▶ _Instructions to follow_: Each line of the data below must be reproduced without any change.
====== Material for the task
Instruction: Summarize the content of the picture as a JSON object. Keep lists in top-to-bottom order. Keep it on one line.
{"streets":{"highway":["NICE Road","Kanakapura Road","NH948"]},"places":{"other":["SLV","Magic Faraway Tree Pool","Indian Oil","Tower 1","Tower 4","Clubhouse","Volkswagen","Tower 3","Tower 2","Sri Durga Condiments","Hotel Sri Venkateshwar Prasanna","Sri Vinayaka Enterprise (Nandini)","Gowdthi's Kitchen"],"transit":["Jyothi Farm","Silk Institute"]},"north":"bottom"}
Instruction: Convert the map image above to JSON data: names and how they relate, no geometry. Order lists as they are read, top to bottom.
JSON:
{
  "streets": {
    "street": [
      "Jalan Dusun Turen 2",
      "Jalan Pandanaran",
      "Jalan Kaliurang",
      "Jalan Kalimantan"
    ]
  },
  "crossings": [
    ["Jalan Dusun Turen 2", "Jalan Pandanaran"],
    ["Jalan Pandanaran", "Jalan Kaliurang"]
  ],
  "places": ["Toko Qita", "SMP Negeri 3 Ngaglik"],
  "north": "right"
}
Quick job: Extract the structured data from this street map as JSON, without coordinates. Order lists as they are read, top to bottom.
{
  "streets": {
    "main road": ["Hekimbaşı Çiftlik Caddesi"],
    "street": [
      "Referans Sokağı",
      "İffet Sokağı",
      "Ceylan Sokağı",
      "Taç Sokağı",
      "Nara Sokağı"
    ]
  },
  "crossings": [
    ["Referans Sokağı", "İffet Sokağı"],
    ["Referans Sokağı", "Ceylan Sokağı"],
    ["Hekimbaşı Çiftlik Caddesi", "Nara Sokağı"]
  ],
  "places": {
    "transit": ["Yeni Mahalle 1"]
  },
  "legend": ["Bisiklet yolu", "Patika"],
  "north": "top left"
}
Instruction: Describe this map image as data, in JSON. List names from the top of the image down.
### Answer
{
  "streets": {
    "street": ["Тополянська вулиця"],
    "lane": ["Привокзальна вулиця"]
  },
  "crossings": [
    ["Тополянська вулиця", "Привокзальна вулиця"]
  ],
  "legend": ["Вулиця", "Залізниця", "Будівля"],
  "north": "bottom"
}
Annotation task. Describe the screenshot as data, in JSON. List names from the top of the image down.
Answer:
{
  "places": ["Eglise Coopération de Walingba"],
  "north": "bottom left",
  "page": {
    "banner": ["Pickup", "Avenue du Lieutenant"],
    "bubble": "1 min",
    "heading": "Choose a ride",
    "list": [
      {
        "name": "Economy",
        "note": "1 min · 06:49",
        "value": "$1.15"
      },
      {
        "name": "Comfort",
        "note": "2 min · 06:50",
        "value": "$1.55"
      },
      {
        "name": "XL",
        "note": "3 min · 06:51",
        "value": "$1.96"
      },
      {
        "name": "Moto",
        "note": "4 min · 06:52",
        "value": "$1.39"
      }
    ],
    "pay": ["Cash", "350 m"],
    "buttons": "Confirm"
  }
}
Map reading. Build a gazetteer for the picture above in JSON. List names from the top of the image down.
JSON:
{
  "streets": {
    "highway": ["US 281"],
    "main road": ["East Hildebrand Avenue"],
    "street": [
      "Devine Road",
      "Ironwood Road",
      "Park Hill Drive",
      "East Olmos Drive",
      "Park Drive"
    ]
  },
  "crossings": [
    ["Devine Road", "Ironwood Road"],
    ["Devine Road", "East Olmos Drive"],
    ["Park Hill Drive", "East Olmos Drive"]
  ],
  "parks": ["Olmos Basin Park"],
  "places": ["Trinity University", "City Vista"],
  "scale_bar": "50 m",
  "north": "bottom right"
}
============
▶ _Exercise solution_:
Instruction: Summarize the content of the picture as a JSON object. Keep lists in top-to-bottom order. Keep it on one line.
{"streets":{"highway":["NICE Road","Kanakapura Road","NH948"]},"places":{"other":["SLV","Magic Faraway Tree Pool","Indian Oil","Tower 1","Tower 4","Clubhouse","Volkswagen","Tower 3","Tower 2","Sri Durga Condiments","Hotel Sri Venkateshwar Prasanna","Sri Vinayaka Enterprise (Nandini)","Gowdthi's Kitchen"],"transit":["Jyothi Farm","Silk Institute"]},"north":"bottom"}
Instruction: Convert the map image above to JSON data: names and how they relate, no geometry. Order lists as they are read, top to bottom.
JSON:
{
  "streets": {
    "street": [
      "Jalan Dusun Turen 2",
      "Jalan Pandanaran",
      "Jalan Kaliurang",
      "Jalan Kalimantan"
    ]
  },
  "crossings": [
    ["Jalan Dusun Turen 2", "Jalan Pandanaran"],
    ["Jalan Pandanaran", "Jalan Kaliurang"]
  ],
  "places": ["Toko Qita", "SMP Negeri 3 Ngaglik"],
  "north": "right"
}
Quick job: Extract the structured data from this street map as JSON, without coordinates. Order lists as they are read, top to bottom.
{
  "streets": {
    "main road": ["Hekimbaşı Çiftlik Caddesi"],
    "street": [
      "Referans Sokağı",
      "İffet Sokağı",
      "Ceylan Sokağı",
      "Taç Sokağı",
      "Nara Sokağı"
    ]
  },
  "crossings": [
    ["Referans Sokağı", "İffet Sokağı"],
    ["Referans Sokağı", "Ceylan Sokağı"],
    ["Hekimbaşı Çiftlik Caddesi", "Nara Sokağı"]
  ],
  "places": {
    "transit": ["Yeni Mahalle 1"]
  },
  "legend": ["Bisiklet yolu", "Patika"],
  "north": "top left"
}
Instruction: Describe this map image as data, in JSON. List names from the top of the image down.
### Answer
{
  "streets": {
    "street": ["Тополянська вулиця"],
    "lane": ["Привокзальна вулиця"]
  },
  "crossings": [
    ["Тополянська вулиця", "Привокзальна вулиця"]
  ],
  "legend": ["Вулиця", "Залізниця", "Будівля"],
  "north": "bottom"
}
Annotation task. Describe the screenshot as data, in JSON. List names from the top of the image down.
Answer:
{
  "places": ["Eglise Coopération de Walingba"],
  "north": "bottom left",
  "page": {
    "banner": ["Pickup", "Avenue du Lieutenant"],
    "bubble": "1 min",
    "heading": "Choose a ride",
    "list": [
      {
        "name": "Economy",
        "note": "1 min · 06:49",
        "value": "$1.15"
      },
      {
        "name": "Comfort",
        "note": "2 min · 06:50",
        "value": "$1.55"
      },
      {
        "name": "XL",
        "note": "3 min · 06:51",
        "value": "$1.96"
      },
      {
        "name": "Moto",
        "note": "4 min · 06:52",
        "value": "$1.39"
      }
    ],
    "pay": ["Cash", "350 m"],
    "buttons": "Confirm"
  }
}
Map reading. Build a gazetteer for the picture above in JSON. List names from the top of the image down.
JSON:
{
  "streets": {
    "highway": ["US 281"],
    "main road": ["East Hildebrand Avenue"],
    "street": [
      "Devine Road",
      "Ironwood Road",
      "Park Hill Drive",
      "East Olmos Drive",
      "Park Drive"
    ]
  },
  "crossings": [
    ["Devine Road", "Ironwood Road"],
    ["Devine Road", "East Olmos Drive"],
    ["Park Hill Drive", "East Olmos Drive"]
  ],
  "parks": ["Olmos Basin Park"],
  "places": ["Trinity University", "City Vista"],
  "scale_bar": "50 m",
  "north": "bottom right"
}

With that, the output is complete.